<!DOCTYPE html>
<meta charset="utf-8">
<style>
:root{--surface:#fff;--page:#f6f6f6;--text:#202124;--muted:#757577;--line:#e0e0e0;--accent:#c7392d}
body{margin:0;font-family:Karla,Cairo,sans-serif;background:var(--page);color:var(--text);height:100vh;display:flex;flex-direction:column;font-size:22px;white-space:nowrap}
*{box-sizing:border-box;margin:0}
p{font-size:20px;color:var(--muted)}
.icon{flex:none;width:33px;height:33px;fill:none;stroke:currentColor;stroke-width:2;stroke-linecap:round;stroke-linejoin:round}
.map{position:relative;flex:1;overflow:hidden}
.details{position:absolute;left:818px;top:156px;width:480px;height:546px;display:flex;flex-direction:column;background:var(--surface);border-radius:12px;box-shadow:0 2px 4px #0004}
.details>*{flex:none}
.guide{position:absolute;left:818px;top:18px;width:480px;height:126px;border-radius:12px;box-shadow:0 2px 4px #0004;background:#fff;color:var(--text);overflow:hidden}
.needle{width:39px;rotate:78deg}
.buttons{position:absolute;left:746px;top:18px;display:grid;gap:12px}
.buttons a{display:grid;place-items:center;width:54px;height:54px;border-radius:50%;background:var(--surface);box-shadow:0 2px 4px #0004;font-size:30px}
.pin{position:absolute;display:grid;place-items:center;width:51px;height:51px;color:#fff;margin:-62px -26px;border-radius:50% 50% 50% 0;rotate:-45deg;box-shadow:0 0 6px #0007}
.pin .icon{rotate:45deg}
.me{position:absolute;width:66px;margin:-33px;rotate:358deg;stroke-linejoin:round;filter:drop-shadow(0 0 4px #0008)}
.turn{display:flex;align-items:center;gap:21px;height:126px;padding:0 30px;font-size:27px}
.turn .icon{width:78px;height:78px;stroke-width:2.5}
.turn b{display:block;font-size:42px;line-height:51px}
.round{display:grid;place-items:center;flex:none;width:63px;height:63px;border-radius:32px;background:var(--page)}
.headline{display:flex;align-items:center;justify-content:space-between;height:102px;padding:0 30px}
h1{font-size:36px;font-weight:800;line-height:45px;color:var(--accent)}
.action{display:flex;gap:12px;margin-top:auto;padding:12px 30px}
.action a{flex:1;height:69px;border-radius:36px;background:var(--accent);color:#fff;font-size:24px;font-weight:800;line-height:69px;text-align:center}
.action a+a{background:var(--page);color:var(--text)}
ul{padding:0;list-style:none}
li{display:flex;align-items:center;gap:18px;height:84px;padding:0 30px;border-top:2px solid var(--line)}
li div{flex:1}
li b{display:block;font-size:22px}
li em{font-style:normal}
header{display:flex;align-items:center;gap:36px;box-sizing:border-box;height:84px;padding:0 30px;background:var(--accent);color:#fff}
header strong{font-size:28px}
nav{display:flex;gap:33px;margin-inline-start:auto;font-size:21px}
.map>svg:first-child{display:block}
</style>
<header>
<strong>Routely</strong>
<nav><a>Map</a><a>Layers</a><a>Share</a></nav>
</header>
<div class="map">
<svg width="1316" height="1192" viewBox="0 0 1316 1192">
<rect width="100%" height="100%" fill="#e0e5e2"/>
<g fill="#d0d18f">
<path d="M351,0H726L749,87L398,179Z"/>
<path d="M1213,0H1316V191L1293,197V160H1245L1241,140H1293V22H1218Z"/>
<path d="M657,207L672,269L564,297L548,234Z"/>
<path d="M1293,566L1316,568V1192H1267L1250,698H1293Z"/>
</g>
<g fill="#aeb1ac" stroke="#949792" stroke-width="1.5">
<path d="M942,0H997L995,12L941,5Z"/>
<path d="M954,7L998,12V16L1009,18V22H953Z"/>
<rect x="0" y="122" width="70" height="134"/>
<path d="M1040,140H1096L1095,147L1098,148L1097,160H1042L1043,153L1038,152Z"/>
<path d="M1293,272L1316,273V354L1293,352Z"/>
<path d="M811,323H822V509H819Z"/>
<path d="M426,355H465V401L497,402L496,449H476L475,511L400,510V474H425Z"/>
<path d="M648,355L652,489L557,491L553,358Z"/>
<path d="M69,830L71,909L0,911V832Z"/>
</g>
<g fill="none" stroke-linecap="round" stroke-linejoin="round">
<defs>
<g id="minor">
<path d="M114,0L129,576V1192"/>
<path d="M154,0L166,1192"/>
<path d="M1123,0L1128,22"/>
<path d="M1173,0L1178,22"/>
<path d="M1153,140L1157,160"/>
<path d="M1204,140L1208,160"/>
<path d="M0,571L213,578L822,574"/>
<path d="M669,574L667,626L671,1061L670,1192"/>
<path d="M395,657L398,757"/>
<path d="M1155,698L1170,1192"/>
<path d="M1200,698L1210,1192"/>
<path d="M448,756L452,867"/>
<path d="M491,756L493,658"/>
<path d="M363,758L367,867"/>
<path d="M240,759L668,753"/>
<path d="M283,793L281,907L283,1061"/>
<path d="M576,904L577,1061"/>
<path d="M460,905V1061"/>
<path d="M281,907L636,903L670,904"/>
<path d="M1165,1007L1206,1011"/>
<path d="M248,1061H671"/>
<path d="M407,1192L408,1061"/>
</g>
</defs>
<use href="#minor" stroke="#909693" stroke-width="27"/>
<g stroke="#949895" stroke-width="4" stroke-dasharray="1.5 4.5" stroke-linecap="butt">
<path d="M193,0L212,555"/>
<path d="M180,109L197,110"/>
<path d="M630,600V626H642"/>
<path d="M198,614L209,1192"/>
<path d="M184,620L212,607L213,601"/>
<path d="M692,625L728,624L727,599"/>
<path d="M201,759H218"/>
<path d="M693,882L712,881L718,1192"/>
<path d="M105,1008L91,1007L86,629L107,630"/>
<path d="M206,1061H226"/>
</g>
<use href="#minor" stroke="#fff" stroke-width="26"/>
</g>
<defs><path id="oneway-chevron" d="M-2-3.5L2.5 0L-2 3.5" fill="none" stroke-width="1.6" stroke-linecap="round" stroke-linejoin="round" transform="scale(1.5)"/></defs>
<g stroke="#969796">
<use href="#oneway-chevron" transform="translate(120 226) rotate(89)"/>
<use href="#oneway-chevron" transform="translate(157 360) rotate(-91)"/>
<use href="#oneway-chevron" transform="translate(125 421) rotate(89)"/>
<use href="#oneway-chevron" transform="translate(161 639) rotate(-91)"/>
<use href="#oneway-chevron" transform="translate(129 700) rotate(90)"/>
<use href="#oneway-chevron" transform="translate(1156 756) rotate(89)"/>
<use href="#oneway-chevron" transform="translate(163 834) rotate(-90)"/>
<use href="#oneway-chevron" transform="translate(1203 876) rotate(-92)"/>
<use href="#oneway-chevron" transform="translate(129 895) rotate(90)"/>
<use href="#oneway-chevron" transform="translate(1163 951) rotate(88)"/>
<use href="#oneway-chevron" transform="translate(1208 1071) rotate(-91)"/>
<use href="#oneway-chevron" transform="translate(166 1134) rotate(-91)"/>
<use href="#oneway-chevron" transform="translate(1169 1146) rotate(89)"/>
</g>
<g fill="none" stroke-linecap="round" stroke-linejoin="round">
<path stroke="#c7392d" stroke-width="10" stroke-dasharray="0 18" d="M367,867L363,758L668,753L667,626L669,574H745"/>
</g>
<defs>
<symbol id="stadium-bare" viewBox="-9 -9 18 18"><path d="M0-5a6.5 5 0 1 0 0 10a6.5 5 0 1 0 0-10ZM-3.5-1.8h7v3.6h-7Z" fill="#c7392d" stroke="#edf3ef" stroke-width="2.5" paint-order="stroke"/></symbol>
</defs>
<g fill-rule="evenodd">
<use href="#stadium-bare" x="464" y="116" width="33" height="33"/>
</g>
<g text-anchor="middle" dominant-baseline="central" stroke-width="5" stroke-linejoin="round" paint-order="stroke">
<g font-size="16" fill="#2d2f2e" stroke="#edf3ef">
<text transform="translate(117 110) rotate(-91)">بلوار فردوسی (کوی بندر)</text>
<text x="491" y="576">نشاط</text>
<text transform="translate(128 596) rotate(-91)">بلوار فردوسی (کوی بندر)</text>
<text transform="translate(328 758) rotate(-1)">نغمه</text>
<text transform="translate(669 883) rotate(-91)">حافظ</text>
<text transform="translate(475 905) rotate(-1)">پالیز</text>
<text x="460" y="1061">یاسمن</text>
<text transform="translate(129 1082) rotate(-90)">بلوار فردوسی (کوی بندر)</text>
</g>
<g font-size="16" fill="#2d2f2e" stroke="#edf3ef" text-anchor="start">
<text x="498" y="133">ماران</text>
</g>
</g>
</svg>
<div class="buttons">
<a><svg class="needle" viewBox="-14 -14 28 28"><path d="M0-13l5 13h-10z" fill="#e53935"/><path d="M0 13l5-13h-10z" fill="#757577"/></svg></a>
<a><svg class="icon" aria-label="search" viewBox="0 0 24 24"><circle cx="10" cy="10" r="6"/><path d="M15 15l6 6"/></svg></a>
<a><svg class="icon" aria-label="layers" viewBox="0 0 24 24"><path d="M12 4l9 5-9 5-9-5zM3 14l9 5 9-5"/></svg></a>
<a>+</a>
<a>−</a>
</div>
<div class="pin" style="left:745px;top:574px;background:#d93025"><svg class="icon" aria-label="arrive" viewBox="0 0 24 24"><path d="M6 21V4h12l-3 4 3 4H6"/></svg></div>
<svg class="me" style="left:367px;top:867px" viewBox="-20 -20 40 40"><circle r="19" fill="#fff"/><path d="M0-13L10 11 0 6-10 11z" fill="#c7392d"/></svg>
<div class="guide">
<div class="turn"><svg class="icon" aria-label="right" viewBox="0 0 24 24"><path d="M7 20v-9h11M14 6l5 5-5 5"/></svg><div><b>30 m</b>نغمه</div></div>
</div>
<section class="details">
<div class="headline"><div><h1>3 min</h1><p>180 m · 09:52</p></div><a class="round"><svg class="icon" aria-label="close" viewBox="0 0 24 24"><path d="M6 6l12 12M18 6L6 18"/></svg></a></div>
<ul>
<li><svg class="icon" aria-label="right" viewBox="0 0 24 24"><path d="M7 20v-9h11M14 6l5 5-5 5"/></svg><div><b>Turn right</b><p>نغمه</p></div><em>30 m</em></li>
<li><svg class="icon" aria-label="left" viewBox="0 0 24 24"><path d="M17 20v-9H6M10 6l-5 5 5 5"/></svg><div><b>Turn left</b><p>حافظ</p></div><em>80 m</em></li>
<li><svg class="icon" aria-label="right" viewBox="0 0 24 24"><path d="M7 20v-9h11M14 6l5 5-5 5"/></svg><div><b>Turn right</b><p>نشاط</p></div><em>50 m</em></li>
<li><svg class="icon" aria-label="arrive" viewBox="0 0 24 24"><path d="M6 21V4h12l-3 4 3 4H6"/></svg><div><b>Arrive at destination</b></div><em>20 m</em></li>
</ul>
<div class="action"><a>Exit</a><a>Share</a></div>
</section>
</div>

......

- DIRECTIONS -
Within the records above, count the lines that contain "hidden" and give only that number.

- WRITTEN REPLY -
2